WORK TO BE COMPLETED —
Copy out each line of the data that holds the string "Jorge".

EXERCISE DATA Start Marker

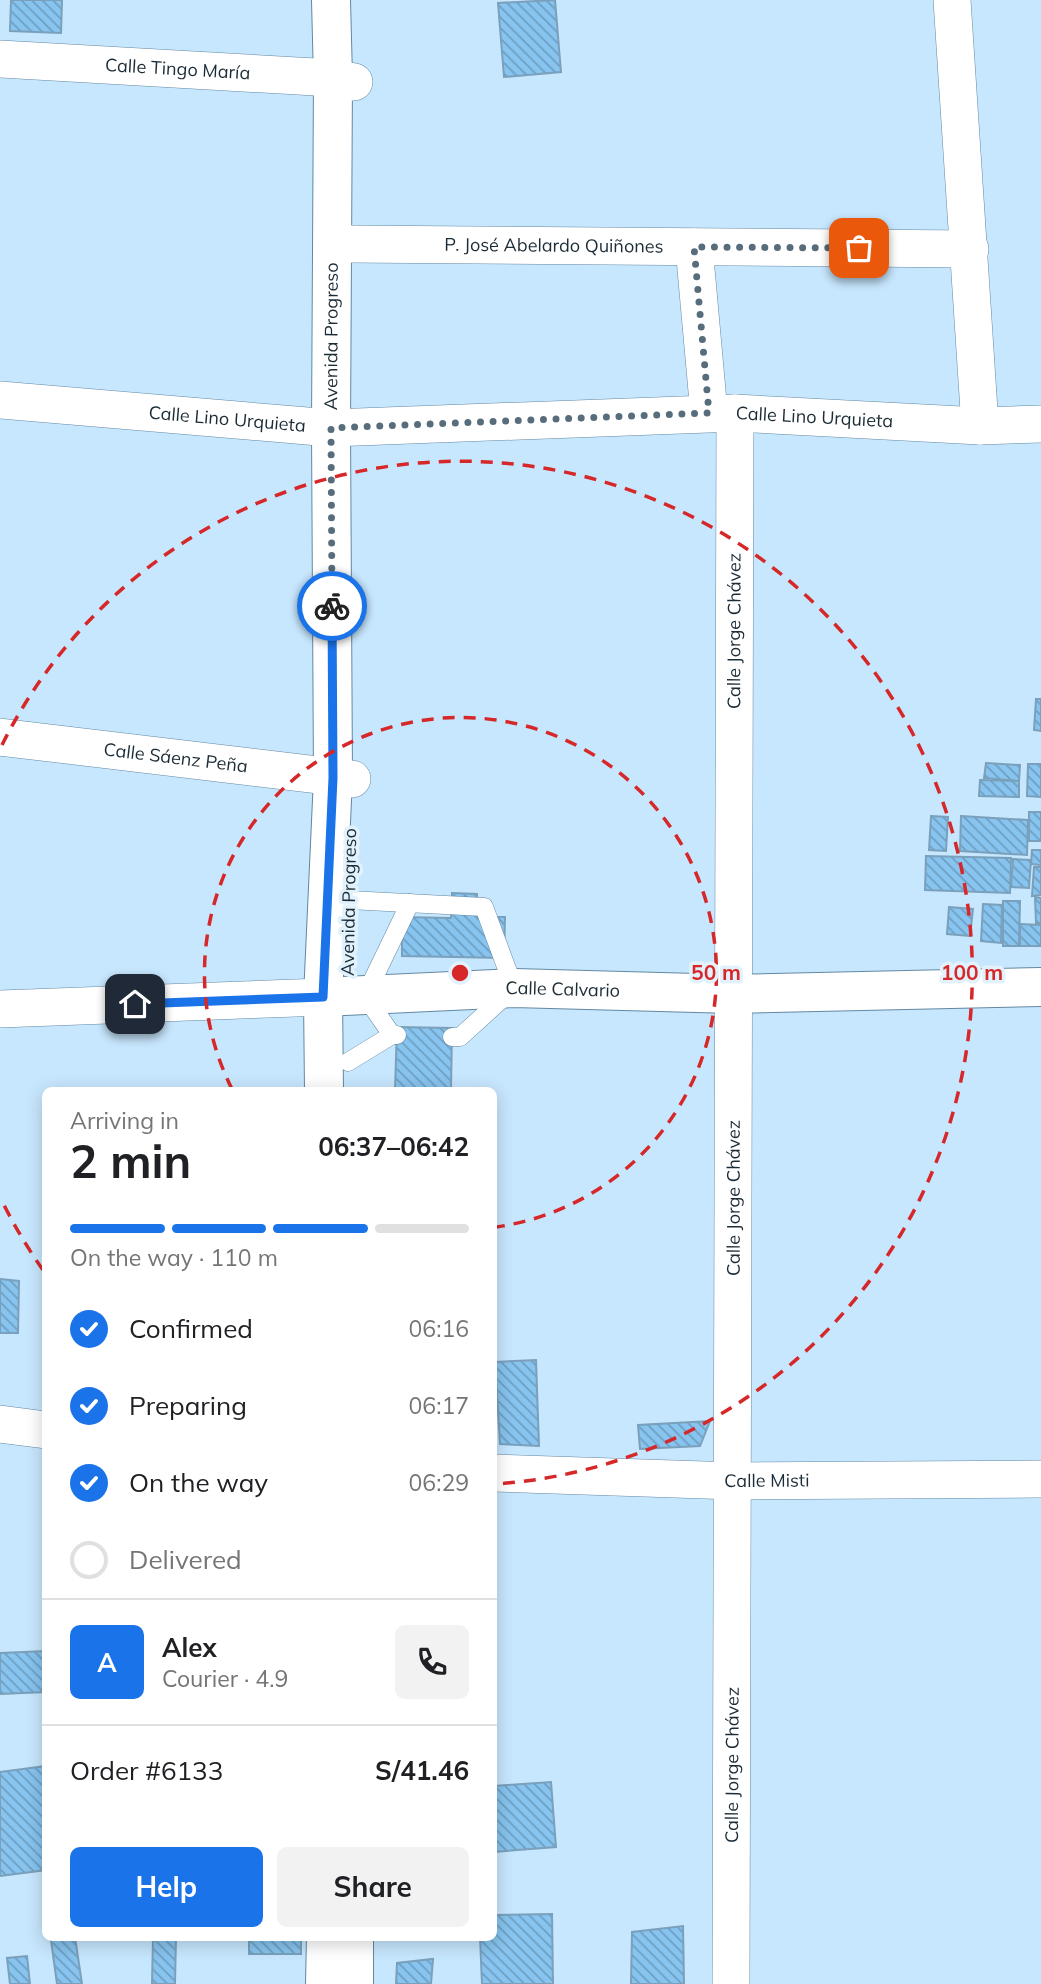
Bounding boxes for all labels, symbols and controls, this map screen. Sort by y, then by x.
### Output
street label: Calle Tingo María [104,53,251,84]
pin [829,218,889,278]
icon: bag [840,229,878,267]
street label: P. José Abelardo Quiñones [444,233,664,258]
street label: Avenida Progreso [319,262,343,410]
street label: Calle Lino Urquieta [148,401,307,437]
street label: Calle Lino Urquieta [735,401,894,432]
street label: Calle Jorge Chávez [722,553,746,709]
courier [297,571,367,641]
icon: bike [313,587,351,625]
street label: Calle Sáenz Peña [103,737,249,777]
street label: Avenida Progreso [336,828,361,976]
text: 50 m [691,959,741,985]
text: 100 m [941,959,1003,985]
centre of rings [448,961,472,985]
pin [105,974,165,1034]
street label: Calle Calvario [505,976,620,1002]
icon: home [116,985,154,1023]
text: Arriving in [70,1106,179,1135]
street label: Calle Jorge Chávez [722,1120,745,1276]
text: 06:37–06:42 [318,1130,469,1163]
text: 2 min [70,1132,191,1190]
text: On the way · 110 m [70,1243,278,1272]
icon: check [70,1310,108,1348]
text: Confirmed [129,1312,253,1345]
text: 06:16 [409,1314,469,1343]
icon: check [70,1387,108,1425]
text: Preparing [129,1389,247,1422]
text: 06:17 [409,1391,469,1420]
icon: check [70,1464,108,1502]
text: On the way [129,1466,268,1499]
text: 06:29 [409,1468,469,1497]
street label: Calle Misti [724,1469,810,1492]
text: Delivered [129,1543,242,1576]
button: phone [395,1625,469,1699]
text: Alex [162,1631,217,1664]
text: A [97,1646,117,1679]
text: Courier · 4.9 [162,1664,288,1693]
street label: Calle Jorge Chávez [720,1687,744,1843]
text: Order #6133 [70,1754,223,1787]
text: S/41.46 [375,1754,469,1787]
button: Help [70,1847,263,1927]
button: Share [277,1847,469,1927]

EXERCISE DATA End Marker

RESPONSE TO THE TASK —
street label: Calle Jorge Chávez [722,553,746,709]
street label: Calle Jorge Chávez [722,1120,745,1276]
street label: Calle Jorge Chávez [720,1687,744,1843]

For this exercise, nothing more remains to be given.